Data protection and privacy regulations, ranging from GDPR to HIPPAA to PCI, among many others, put strict compliance requirements on the storage and use of personal and sensitive data, in any of your systems. There is no distinction between development, test or production databases, in the event of a data breach. If such data is lost or compromised while it’s being used in any part of your DevOps processes, then the organization can face hefty fines and even criminal prosecution.
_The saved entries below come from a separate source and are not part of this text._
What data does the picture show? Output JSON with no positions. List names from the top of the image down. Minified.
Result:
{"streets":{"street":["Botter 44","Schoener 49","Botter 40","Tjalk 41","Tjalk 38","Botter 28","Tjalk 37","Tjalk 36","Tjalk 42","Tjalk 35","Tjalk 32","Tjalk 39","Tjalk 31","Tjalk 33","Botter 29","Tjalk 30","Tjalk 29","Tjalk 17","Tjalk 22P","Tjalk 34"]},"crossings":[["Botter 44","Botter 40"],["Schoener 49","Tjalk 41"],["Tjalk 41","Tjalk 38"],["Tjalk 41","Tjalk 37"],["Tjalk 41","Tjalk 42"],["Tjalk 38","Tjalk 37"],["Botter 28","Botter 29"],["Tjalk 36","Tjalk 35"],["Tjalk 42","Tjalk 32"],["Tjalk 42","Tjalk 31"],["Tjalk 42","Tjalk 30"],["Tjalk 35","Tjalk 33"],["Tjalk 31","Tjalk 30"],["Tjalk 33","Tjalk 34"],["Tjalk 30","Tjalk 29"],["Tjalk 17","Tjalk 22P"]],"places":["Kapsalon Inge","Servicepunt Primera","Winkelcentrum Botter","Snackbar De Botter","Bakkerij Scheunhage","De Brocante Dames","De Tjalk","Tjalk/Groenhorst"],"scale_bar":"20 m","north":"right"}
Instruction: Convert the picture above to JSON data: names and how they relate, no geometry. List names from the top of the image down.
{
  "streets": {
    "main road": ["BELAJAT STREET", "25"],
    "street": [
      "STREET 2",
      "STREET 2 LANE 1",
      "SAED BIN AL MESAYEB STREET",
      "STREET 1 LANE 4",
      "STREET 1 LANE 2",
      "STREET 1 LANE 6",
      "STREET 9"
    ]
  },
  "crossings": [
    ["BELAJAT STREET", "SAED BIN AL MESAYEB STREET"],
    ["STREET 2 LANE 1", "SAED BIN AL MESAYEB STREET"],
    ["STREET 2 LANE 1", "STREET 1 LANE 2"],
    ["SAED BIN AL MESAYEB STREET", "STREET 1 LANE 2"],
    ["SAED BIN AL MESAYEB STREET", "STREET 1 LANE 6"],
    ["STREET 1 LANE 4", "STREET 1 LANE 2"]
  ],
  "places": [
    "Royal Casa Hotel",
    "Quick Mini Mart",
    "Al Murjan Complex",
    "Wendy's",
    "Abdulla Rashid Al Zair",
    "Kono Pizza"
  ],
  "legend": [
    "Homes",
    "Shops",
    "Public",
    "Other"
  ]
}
Balanced against this overriding need for compliance, is the need of the development team to be able to work with data that looks and acts “real”. How do you get around this conundrum? In this article, I’ll review how we might use a tool like Data Masker not only to obfuscate data, but also to ensure that the masked data reflects the characteristics and distribution of the real thing. I’ll use credit card data as an example, but similar principles apply to other types of data.
The challenges of faking data realistically
If the database we need for our development and testing contains sensitive or personal data, be it names, phones numbers or credit card numbers, then the answer might seem obvious: simply replace all this data with randomly-generated names or numbers. The immediate problem with this is that the resulting data will neither look nor act ‘real’.
To make the data look real requires a bit of thought and effort; let’s take credit card data as an example. To mask this data realistically, your data replacement ruleset must, firstly, use the standard format of credit card numbers, i.e. four sets of four numbers, such as 1234 5678 9012 3456, although you’ll also see 15 digits for American Express. It will also need to ensure that each replacement number is unique (more than one person can share a credit card, but for billing purposes, it’s one card).
So, our replacement method could invoke a random number generator, or a set of them, one for each of the four sets of numbers, which guaranteed a unique set of random numbers in the correct format. Job done? Not quite because, of course, the numbers in a credit card are not random.
In the United States, and based on my research this seems to be accepted around the world, the credit card numbers are assigned by the American National Standards Institute (ANSI), the same organization that defines the SQL language, among other things. They maintain the Issuer Identification Number database. The first six digits of your credit card define the institution that issued your card. So, if you have a Venture MasterCard issued by CapitalOne, I know that the first six numbers of your card are 552851. Further, the first one or several numbers will quickly identify the type of card. In the case of a MasterCard, the first two numbers will always be 51 or 55. A Visa card will start with 4. You can also see if the card was issued by an airline, an oil company or a telecommunications company, based on that first digit.
The next 9 (or up to 12) digits are your personal identifier within the issuing organization, your
IDENTITY value, if you will. The last digit is a checksum value, used with a Luhn algorithm. All this is defined at the infographic on this Quora answer. On Simple-talk.com, Phil Factor shows how to apply the Luhn test in T-SQL, to verify the basic validity of a credit card number.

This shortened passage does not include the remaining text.